Years have passed and time moves on as expected. I got married, as my parents prayed that I would, and now have a family of my own. From the time I held my first born son in my arms I started to realize what my parents were feeling. Even though my precious baby was just minutes into this world I couldn’t bear the thought of him growing up and leaving me. Silly, I know, to be having such thoughts when your child is all wrinkly and new, but now as a parent, those thoughts were real.
When my son Tony was seven we lived in a small, friendly neighborhood that we were very comfortable in. He wanted to show his three younger brothers how grown up he really was, mind you, he was all of seven years old. He called us all outside to watch his dare devil event. He was going to ride his two-wheeler down the street and back. Not just in circles in front of our home, but down the street! How adorable. How innocent.
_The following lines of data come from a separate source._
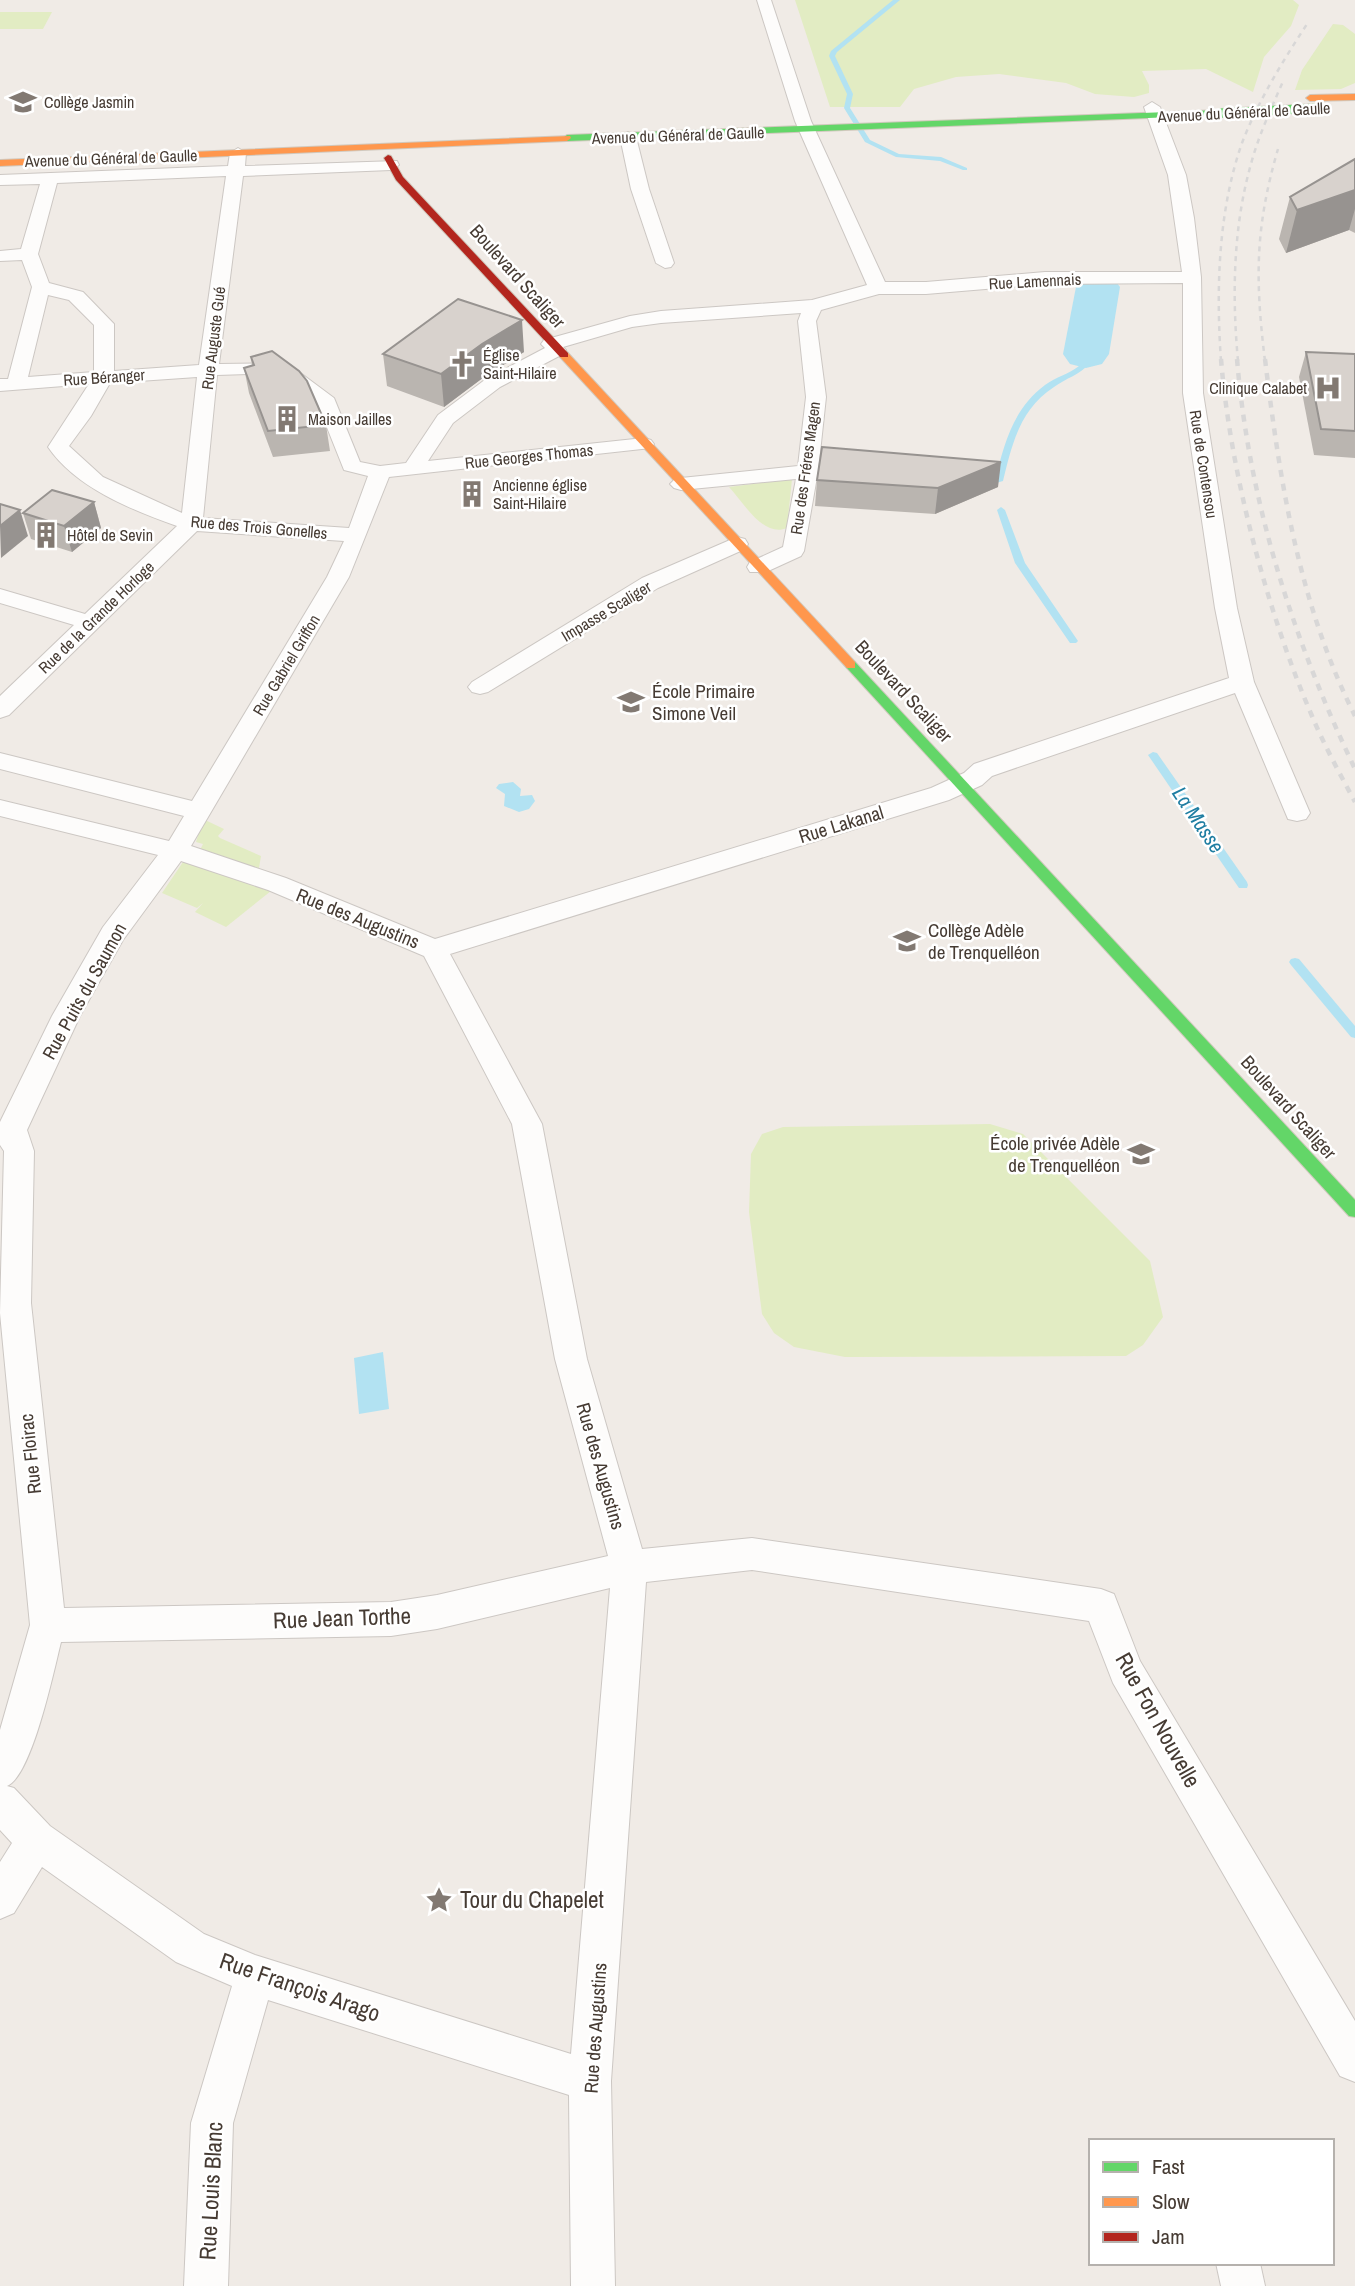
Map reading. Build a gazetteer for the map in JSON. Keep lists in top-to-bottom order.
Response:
{
  "streets": {
    "main road": ["Avenue du Général de Gaulle", "Boulevard Scaliger"],
    "street": [
      "Rue Lamennais",
      "Rue Auguste Gué",
      "Rue Béranger",
      "Rue Georges Thomas",
      "Rue de Contensou",
      "Rue des Fréres Magen",
      "Rue des Trois Gonelles",
      "Impasse Scaliger",
      "Rue de la Grande Horloge",
      "Rue Gabriel Griffon",
      "Rue Lakanal",
      "Rue des Augustins",
      "Rue Puits du Saumon",
      "Rue Floirac",
      "Rue Jean Torthe",
      "Rue Fon Nouvelle",
      "Rue François Arago",
      "Rue Louis Blanc"
    ]
  },
  "crossings": [
    ["Avenue du Général de Gaulle", "Boulevard Scaliger"],
    ["Avenue du Général de Gaulle", "Rue Auguste Gué"],
    ["Avenue du Général de Gaulle", "Rue de Contensou"],
    ["Boulevard Scaliger", "Rue Georges Thomas"],
    ["Boulevard Scaliger", "Rue des Fréres Magen"],
    ["Boulevard Scaliger", "Impasse Scaliger"],
    ["Boulevard Scaliger", "Rue Lakanal"],
    ["Rue Lamennais", "Rue de Contensou"],
    ["Rue Lamennais", "Rue des Fréres Magen"],
    ["Rue Auguste Gué", "Rue Béranger"],
    ["Rue Auguste Gué", "Rue des Trois Gonelles"],
    ["Rue Auguste Gué", "Rue de la Grande Horloge"],
    ["Rue Béranger", "Rue Georges Thomas"],
    ["Rue Béranger", "Rue des Trois Gonelles"],
    ["Rue Béranger", "Rue Gabriel Griffon"],
    ["Rue Georges Thomas", "Rue Gabriel Griffon"],
    ["Rue de Contensou", "Rue Lakanal"],
    ["Rue des Trois Gonelles", "Rue de la Grande Horloge"],
    ["Rue des Trois Gonelles", "Rue Gabriel Griffon"],
    ["Rue Gabriel Griffon", "Rue des Augustins"],
    ["Rue Gabriel Griffon", "Rue Puits du Saumon"],
    ["Rue Lakanal", "Rue des Augustins"],
    ["Rue des Augustins", "Rue Puits du Saumon"],
    ["Rue des Augustins", "Rue Jean Torthe"],
    ["Rue des Augustins", "Rue Fon Nouvelle"],
    ["Rue des Augustins", "Rue François Arago"],
    ["Rue Puits du Saumon", "Rue Floirac"],
    ["Rue Floirac", "Rue Jean Torthe"],
    ["Rue Jean Torthe", "Rue Fon Nouvelle"],
    ["Rue François Arago", "Rue Louis Blanc"]
  ],
  "water": ["La Masse"],
  "places": {
    "school or university": [
      "Collège Jasmin",
      "École Primaire Simone Veil",
      "Collège Adèle de Trenquelléon",
      "École privée Adèle de Trenquelléon"
    ],
    "church": ["Église Saint-Hilaire"],
    "hospital": ["Clinique Calabet"],
    "building": ["Maison Jailles", "Ancienne église Saint-Hilaire", "Hôtel de Sevin"],
    "place": ["Tour du Chapelet"]
  },
  "legend": ["Fast", "Slow", "Jam"]
}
This same child, only three years later, wanted to drive his father’s pick-up truck. Seriously. We would find him out in the driveway in the driver’s seat ready to go. Minus the car keys obviously. How could this be happening to me? My baby is growing up. He wants to grow up. I realize
how time is passing so quickly and not only are my children growing up but that I am getting older. Could this be a good thing? I try not to think about it but as I see my children wanting to experiment with riding their bikes further away from their homes and jumping in to their father’s truck and getting behind the wheel pretending to be driving away, I can feel that I ‘m starting to hold on a bit tighter. I have become my parents.
Now my baby, Tony, is sixteen years old, a junior in high school, actually driving his father’s pick-up truck with the keys. He’s even been dating the same girl for over a year. I feel so old. Wasn’t I just sixteen, ready to conquer the world? Time’s flying.
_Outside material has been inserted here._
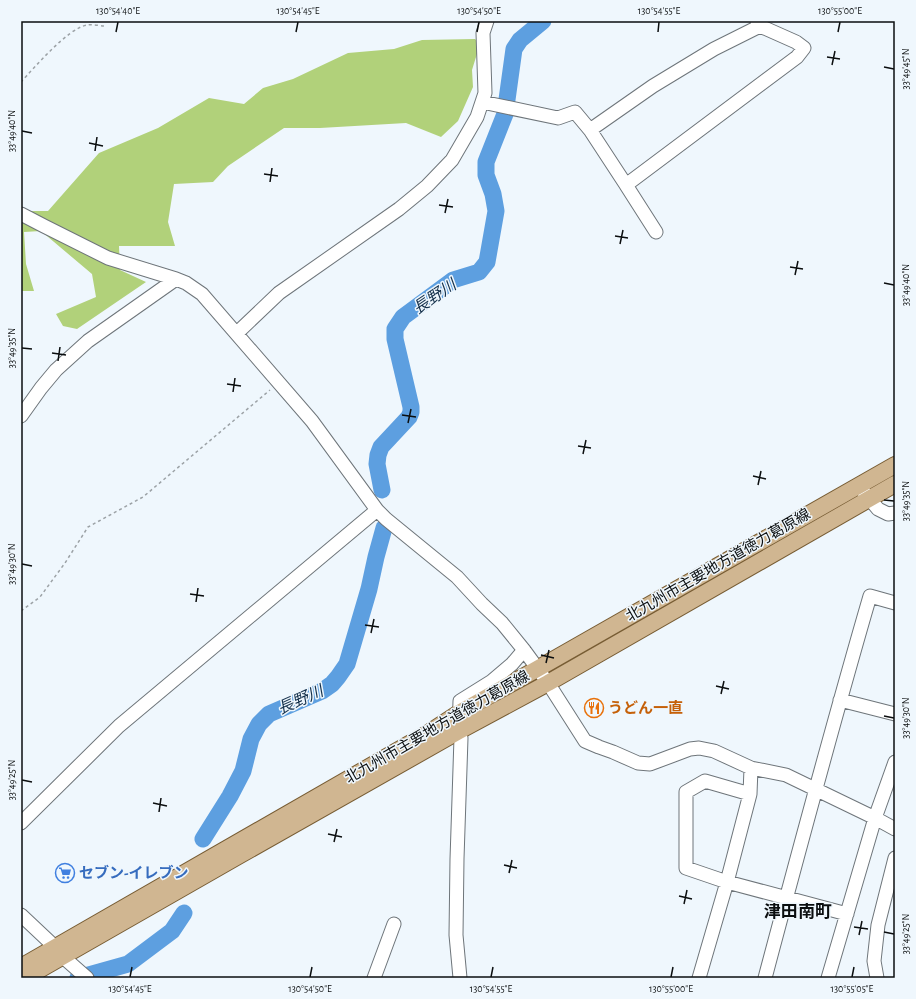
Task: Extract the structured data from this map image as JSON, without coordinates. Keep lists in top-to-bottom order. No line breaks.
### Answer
{"streets":{"main road":["北九州市主要地方道徳力葛原線"]},"districts":["津田南町"],"water":["長野川"],"places":{"restaurant":["うどん一直"],"supermarket":["セブン-イレブン"]},"coordinates":["130°54'40\"E","130°54'45\"E","130°54'50\"E","130°54'55\"E","130°55'00\"E","33°49'45\"N","33°49'40\"N","33°49'35\"N","33°49'30\"N","33°49'25\"N","130°55'05\"E"]}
My son Nick, who is fifteen, is taking Drivers Ed class at school. My God, not another child ready to drive away in his father’s truck!
My son Phillip who just turned twelve is starting to get phone calls from girls. Yikes! Not my innocent, sweet Phillip. He is still just a little boy. My little boy. I don’t want him to grow up. We had a conversation the other day and it went something like this.
I was at my desk working at my computer and he entered the room.
“Hey, Mom. Do you think I could go on your computer in a few minutes?” he asked while shuffling his feet and looking down.
“Sure. What’s up?” I asked.
“Well, Katie and Olivia are going to be on IM and we’re going to chat.” He replied blushing three shades of red.
My grip is getting tighter. With each day I can feel it. I know I should be a cool, hip and groovy Mom, but it’s just not that easy. What am I going to do after my children are all grown up and out of the home? I’m not saying that my husband is a bore or my life is dull, it’s just that I’m used to picking up legos and matchbox race cars. I’m used to making peanut butter and jelly sandwiches and cutting them in half, and I’m definitely in the habit of tucking my children into bed at night and telling them how much I love them.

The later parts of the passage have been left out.